Donc partout où vous avez des nuages, il y a un trou quelque part. Alors j’ai tourné sur la droite et j’ai fait un tour complet et juste au moment où je finissais le cercle, il y avait un trou dans les nuages, je suis descendu par là et la station était juste devant moi. Il a dit « Tu nous a conduits jusqu’ici, tu pourrais aussi bien atterrir. » Alors j’ai dit « Tu ferais bien de t’asseoir dans le siège du copilote alors. » Donc quoiqu’il en soit j’ai posé l’avion moi-même.

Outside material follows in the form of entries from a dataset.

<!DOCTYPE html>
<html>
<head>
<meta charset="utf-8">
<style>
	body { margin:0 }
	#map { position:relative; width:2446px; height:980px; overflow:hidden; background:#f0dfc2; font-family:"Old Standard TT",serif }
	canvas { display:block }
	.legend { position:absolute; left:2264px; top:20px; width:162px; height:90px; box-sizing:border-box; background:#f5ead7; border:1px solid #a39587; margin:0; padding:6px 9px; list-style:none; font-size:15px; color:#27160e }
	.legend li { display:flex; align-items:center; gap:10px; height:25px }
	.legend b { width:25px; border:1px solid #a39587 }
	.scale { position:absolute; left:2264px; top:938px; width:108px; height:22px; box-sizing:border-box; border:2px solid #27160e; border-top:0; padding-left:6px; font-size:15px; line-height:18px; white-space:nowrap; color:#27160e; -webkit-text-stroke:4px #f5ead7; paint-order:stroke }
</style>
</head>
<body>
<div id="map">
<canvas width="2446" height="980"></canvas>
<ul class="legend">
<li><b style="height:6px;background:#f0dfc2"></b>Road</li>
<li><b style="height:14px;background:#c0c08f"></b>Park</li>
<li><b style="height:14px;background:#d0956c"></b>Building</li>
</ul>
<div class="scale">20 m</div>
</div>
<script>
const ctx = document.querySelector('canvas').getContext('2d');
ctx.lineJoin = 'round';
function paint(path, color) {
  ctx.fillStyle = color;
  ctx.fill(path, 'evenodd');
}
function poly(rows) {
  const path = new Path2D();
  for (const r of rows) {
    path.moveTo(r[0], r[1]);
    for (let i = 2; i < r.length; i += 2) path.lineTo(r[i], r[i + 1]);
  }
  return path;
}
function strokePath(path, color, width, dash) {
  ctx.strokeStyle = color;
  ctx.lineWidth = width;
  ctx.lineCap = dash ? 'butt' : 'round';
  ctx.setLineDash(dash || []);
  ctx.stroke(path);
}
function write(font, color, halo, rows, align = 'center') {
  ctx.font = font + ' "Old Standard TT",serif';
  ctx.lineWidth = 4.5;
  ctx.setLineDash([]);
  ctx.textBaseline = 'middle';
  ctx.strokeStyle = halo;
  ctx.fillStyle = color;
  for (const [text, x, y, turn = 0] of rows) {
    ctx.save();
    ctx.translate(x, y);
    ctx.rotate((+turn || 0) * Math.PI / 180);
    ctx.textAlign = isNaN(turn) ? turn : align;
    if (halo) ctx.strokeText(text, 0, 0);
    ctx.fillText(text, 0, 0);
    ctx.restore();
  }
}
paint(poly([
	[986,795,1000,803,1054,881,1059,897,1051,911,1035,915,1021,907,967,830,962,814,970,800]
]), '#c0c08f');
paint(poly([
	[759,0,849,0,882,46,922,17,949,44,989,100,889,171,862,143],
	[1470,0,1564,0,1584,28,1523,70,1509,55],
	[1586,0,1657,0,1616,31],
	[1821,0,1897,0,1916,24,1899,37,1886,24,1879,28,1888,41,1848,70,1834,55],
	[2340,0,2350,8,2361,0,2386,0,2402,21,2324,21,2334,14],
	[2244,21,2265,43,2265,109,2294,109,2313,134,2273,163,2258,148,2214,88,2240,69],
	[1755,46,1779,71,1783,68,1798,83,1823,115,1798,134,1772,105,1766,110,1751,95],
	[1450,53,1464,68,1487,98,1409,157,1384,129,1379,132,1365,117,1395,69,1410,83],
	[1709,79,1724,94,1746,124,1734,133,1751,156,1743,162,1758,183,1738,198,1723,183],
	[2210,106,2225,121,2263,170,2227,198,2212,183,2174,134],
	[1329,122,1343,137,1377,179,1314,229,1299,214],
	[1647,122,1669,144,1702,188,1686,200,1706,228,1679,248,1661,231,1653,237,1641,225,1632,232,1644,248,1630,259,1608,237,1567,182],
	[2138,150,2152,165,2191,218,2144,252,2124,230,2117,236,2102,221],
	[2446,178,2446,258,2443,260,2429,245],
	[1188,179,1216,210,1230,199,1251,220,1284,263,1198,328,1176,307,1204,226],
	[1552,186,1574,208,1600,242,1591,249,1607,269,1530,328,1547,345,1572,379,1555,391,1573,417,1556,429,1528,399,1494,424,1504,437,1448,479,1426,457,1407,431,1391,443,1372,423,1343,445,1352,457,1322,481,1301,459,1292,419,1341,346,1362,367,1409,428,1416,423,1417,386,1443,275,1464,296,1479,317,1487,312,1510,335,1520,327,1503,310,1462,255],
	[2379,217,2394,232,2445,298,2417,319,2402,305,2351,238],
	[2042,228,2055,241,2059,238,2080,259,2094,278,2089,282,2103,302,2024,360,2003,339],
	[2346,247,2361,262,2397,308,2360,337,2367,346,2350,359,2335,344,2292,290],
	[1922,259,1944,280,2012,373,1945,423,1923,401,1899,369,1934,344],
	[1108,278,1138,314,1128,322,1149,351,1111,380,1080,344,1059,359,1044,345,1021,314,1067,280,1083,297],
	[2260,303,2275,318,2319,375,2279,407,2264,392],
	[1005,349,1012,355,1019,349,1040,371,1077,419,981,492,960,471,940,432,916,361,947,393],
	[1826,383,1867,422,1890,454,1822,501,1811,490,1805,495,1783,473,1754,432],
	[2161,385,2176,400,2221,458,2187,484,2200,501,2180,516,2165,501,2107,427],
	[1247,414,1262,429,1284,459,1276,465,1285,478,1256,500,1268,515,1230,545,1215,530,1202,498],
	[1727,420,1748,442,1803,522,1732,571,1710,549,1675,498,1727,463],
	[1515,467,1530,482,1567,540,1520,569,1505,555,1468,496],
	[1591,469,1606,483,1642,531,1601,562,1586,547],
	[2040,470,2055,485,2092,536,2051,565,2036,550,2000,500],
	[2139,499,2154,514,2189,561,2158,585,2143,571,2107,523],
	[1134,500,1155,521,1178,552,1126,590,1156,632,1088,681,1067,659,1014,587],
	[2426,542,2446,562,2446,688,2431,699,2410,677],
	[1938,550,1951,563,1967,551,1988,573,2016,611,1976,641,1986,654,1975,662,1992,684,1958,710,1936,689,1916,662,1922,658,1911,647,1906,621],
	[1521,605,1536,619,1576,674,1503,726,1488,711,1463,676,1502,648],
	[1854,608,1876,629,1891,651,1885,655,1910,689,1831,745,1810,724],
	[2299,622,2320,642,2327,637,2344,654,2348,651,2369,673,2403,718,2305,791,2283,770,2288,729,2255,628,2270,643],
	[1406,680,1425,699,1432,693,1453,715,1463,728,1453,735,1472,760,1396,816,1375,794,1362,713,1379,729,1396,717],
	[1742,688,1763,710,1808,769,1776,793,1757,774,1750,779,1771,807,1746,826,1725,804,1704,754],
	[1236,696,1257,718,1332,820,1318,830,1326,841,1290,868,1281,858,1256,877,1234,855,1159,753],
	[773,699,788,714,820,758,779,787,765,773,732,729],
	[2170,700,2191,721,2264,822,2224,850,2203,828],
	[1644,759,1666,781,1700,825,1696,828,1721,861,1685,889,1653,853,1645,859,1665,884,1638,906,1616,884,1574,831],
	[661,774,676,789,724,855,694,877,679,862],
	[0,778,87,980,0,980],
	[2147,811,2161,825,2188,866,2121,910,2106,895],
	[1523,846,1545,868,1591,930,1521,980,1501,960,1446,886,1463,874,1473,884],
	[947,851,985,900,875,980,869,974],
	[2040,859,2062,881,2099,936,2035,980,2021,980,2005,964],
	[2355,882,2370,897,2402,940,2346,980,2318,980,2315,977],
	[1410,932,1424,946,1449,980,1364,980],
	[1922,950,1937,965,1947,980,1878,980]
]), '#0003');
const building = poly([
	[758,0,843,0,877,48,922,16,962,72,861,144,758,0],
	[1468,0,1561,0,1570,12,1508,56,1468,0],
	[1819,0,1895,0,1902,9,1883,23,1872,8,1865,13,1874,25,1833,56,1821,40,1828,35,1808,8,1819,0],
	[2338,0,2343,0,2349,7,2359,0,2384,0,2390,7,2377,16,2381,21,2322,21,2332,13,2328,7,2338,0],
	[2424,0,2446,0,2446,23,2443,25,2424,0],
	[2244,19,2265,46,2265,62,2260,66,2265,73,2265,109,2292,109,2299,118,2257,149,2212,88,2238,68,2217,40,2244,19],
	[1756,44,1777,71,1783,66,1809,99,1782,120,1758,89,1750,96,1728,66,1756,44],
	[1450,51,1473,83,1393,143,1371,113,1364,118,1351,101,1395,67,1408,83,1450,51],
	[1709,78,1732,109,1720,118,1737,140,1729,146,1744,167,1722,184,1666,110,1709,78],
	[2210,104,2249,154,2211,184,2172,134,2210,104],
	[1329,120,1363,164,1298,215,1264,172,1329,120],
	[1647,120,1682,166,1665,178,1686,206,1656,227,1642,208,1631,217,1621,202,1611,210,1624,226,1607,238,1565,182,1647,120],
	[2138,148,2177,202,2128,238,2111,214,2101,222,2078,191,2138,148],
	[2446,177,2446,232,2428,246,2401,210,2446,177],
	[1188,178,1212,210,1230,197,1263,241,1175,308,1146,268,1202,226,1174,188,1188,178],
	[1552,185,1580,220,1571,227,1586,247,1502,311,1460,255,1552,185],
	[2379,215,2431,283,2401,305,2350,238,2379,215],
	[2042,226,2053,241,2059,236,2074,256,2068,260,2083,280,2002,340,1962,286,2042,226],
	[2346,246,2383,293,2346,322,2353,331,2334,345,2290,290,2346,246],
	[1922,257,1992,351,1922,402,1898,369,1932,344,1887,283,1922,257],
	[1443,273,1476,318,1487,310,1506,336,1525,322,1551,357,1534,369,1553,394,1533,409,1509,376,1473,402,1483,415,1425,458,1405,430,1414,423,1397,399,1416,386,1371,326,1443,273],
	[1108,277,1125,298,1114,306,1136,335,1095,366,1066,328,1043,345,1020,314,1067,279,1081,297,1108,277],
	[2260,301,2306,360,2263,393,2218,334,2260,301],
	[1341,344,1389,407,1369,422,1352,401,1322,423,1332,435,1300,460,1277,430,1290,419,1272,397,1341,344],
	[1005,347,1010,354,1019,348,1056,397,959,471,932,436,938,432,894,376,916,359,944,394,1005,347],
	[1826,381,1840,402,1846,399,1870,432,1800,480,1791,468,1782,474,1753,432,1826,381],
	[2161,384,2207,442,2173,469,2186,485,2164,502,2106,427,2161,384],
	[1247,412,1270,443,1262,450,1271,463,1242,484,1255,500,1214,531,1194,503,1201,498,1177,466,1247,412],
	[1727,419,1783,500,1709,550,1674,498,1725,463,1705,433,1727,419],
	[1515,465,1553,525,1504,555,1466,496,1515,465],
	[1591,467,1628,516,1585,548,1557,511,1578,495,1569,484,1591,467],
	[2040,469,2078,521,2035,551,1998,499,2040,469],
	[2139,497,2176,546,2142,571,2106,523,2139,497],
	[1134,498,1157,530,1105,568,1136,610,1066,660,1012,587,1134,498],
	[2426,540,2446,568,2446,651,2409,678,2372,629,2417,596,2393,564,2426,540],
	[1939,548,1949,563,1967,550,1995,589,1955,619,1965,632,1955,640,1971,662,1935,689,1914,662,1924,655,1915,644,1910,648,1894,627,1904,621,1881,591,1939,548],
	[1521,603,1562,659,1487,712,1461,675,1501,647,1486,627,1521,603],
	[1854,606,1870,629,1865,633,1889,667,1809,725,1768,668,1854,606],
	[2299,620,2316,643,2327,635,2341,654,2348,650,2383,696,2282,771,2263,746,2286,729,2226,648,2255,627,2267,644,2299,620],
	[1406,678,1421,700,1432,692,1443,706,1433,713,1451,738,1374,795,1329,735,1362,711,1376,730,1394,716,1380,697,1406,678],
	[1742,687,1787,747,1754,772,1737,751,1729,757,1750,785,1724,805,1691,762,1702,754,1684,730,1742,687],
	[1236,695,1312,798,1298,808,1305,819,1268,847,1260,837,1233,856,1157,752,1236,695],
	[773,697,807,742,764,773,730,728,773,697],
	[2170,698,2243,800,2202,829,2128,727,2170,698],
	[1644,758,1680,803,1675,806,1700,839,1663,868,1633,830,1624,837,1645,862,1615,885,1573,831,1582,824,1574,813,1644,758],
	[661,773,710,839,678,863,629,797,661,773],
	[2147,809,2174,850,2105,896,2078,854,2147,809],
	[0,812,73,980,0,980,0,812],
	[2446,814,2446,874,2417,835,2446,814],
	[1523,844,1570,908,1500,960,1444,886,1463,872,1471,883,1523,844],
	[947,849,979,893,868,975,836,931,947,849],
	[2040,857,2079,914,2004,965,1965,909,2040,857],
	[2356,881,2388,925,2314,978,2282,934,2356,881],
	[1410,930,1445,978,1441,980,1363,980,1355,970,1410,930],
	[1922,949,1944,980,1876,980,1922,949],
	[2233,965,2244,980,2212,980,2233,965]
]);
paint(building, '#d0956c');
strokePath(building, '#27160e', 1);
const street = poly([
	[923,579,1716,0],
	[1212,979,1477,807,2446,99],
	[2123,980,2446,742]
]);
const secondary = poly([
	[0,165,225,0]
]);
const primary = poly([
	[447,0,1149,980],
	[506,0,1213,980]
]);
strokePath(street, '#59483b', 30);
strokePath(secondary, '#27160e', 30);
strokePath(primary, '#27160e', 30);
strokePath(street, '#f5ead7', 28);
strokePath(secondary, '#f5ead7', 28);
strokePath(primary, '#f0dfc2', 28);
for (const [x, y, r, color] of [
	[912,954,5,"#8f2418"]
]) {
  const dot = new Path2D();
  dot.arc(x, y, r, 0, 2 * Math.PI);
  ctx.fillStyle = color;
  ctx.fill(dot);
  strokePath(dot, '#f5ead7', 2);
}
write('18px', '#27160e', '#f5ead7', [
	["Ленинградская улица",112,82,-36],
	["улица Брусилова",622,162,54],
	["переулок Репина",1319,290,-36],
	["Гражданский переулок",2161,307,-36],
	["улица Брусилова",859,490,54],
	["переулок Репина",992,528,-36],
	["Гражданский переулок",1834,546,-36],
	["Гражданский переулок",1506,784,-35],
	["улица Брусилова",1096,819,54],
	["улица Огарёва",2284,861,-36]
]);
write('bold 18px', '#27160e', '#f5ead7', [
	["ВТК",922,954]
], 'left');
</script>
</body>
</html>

En Inde, là-bas en Birmanie, vous ne pouviez pas avoir de cigarettes roulées parce qu’il faisait tellement humide que vous ne pouviez plus les rouler deux jours après l’ouverture du paquet. Vous ne pouviez pas rouler une cigarette avec ça. Et il y avait eu un feu dans les cabanes du personnel, ces paillotes, il n’y avait pas un clou dedans, mais quand le vent soufflait, la notre était tellement longue qu’elle vacillait. On s’asseyait au bord du lit, prêt à se jeter dessous si ça tombait. Parce qu’ils utilisaient de la paille et du bambou et ils pouvaient débiter le bambou quand il était vert et juste le tourner et il séchait de cette manière et c’est vraiment dur de le séparer. Alors c’est ce qu’ils utilisaient à la place des clous.

Ouais et les japonais ont bien failli nous avoir deux fois. Cet endroit-là, on n’était pas censés y aller après 5 heures et il était 5h10 et ils avaient besoin de fournitures, c’était une base de l’armée anglaise. Et ils avaient un grand enclos entouré de fil de fer barbelé pour garder le matériel. Alors 5h10, on a atterri, on n’était pas censés être là après 5 heures parce que les japonais venaient sur la piste. Et quand on a décollé, les japonais étaient au bout de la piste, on a juste largué le matériel par la porte, jeté le seau à part. Le premier gars a décollé, ils l’ont touché trois fois, des tirs d’arme légère, mais il a réussi à rentrer à la base. Et on était les deuxième à partir et ils ont fait un carton sur la queue de notre appareil de 10 cm de large environ. On s’est bien débrouillés et on ne s’est pas faits tués.